Months ago Macy’s visual team extracted six scenes from “A Charlie Brown Christmas,” collaborating closely with Sawkar and his creative team on the design of each window.

“We wanted each window to tell the actual narrative of the TV special,” said Sawkar.

One of the displays shows a giant piano with oversized keys built on stilts that wind around Charlie Brown as he conducts an orchestra made up of his friends. An animatronic Shroeder plays the piano, while other characters dance on keys that light up and move.

Window shoppers can take control and play classic Charlie Brown tunes too, by pressing the keys on an on-glass keyboard.

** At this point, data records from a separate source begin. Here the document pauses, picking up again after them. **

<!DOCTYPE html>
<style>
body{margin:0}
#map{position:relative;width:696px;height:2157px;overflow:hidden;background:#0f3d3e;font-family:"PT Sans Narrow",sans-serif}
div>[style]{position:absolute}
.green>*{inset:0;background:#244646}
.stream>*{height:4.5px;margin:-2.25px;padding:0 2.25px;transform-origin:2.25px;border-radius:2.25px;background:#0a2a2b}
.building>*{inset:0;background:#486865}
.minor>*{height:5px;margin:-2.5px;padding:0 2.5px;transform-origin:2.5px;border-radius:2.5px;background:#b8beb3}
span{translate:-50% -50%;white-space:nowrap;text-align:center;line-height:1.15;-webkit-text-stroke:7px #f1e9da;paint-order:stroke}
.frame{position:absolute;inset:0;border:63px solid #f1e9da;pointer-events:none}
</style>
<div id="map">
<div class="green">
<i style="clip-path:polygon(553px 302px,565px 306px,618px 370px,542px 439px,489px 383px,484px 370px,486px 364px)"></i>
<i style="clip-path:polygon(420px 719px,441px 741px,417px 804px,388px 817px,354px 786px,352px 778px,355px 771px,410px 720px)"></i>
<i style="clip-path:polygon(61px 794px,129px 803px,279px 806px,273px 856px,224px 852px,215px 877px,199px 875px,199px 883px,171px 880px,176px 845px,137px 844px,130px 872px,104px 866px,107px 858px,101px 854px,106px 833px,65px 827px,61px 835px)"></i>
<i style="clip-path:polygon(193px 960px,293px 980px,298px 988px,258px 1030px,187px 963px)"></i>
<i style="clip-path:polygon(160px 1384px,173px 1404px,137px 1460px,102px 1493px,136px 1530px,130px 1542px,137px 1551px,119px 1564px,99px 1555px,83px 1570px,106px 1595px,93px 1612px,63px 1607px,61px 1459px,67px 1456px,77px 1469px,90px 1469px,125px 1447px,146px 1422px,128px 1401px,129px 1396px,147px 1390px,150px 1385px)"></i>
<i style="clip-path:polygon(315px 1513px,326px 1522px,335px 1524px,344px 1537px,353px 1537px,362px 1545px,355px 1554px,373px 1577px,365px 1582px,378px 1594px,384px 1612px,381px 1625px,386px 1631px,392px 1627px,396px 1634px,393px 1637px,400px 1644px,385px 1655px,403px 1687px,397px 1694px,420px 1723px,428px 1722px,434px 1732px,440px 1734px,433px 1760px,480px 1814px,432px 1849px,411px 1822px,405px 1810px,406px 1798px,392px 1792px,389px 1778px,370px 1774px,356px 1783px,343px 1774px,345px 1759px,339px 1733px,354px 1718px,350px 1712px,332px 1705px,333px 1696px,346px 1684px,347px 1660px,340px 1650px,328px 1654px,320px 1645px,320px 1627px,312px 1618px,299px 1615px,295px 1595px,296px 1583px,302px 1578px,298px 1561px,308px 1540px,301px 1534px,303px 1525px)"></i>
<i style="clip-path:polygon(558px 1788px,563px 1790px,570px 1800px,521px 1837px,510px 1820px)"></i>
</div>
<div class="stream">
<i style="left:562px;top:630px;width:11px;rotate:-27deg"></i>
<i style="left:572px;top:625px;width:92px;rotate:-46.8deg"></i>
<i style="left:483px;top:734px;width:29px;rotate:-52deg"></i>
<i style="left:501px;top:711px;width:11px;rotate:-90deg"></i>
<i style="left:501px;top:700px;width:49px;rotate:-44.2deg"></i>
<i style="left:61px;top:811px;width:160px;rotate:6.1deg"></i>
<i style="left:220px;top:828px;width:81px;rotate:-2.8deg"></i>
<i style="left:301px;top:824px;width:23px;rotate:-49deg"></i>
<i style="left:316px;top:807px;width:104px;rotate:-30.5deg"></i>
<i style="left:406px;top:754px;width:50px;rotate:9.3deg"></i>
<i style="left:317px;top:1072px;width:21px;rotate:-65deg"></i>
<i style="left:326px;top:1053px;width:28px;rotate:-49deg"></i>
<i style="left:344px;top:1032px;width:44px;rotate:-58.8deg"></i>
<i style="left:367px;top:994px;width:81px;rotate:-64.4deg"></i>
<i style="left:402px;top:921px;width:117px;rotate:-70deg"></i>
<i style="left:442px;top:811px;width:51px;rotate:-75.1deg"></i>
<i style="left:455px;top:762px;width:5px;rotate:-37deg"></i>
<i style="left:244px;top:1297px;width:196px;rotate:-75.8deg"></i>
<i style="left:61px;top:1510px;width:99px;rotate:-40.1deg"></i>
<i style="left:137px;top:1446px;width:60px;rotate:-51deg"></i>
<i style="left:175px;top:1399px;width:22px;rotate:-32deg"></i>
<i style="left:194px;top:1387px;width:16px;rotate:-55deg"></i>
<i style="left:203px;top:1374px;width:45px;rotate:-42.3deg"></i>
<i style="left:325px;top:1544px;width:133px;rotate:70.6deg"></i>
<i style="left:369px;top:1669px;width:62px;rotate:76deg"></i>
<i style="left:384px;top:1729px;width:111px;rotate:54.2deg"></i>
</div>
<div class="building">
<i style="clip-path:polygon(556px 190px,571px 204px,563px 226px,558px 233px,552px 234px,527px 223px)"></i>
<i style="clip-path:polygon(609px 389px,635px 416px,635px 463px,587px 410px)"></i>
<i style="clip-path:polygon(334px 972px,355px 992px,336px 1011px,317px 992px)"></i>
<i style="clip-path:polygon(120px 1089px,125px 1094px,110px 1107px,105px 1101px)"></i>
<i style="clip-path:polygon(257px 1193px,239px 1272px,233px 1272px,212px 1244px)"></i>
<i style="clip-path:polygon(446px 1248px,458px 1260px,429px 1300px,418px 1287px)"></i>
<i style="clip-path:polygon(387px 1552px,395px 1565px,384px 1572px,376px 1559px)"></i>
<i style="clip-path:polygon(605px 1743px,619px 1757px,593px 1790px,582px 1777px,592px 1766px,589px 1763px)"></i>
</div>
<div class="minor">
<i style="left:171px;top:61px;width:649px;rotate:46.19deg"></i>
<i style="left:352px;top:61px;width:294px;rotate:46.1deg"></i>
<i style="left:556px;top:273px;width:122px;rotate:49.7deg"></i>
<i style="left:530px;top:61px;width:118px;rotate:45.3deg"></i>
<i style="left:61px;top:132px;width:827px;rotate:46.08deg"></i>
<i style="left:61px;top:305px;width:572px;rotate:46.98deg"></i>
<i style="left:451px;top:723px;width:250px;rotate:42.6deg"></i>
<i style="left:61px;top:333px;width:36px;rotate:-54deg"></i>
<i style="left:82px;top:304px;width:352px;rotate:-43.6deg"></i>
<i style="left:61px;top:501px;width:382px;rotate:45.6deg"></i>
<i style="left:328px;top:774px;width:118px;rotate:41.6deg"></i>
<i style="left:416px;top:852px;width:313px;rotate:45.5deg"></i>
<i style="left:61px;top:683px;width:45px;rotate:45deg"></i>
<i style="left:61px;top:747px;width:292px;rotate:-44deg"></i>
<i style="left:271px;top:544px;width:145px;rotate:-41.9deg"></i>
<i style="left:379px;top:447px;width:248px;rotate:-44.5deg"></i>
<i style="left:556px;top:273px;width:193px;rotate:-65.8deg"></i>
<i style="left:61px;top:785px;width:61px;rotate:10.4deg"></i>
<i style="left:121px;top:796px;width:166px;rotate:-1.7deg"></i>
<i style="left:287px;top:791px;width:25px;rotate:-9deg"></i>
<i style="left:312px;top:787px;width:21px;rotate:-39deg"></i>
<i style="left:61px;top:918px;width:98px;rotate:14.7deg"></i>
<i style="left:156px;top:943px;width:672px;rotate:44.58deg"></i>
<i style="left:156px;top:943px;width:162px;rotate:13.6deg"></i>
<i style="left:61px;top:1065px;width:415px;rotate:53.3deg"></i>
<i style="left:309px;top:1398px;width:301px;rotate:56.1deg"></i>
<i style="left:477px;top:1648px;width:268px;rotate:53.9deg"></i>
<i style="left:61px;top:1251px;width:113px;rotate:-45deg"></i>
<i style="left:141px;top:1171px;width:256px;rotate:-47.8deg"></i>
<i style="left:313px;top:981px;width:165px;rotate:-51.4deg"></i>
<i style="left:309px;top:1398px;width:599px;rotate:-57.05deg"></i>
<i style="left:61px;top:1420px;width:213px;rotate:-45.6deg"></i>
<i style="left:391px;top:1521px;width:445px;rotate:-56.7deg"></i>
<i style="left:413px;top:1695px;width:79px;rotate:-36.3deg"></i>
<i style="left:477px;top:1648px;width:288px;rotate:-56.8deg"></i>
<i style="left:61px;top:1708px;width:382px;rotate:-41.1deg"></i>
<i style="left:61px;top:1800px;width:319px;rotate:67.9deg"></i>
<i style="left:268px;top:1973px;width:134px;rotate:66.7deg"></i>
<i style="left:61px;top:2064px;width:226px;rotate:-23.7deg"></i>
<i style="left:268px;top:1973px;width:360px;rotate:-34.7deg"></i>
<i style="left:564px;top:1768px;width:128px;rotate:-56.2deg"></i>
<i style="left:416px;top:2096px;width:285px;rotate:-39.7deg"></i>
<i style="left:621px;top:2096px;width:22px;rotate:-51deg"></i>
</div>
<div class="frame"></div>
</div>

As keys on the touch screen light up, the corresponding keys in the display also illuminate.

“The cool thing is you can just bang on the keys and generate piano songs,” said Sawkar.

The cool part was also the tricky part.

“Because people can play whatever they want, we have to figure out how to make it fun. It will require some tweaking,” said Sawkar.

Standard Transmission also created a Peanuts-themed game that allows users to turn themselves into Peanuts characters, which then show up in the window displays.

“You create a cartoon version of yourself that will appear on one of the houses in the window, and from there you can take a selfie with it and use social media to spread it out,” said Sawkar.

Sawkar and his crew didn't just develop and buid the displays in their Red Hook warehouse, but also installed the displays at the Herald Square store. It was a change for a Brooklynite who called Midtown “not cool, especially among people my age because it’s tourist and office central.”

But Christmastime is an exception because “it’s the only place in the city where there is no irony at all. These people are experiencing complete joy looking at this thing we have made," he said.

According to Macy’s executives, during the holiday season 15,000 people walk past the store’s windows every hour.

At times, Sawkar feels like a celebrity. “They take pictures of me and say we came to New York to see this. I doubt there will ever be very much else in my life that so many people see. It’s kind of insane.”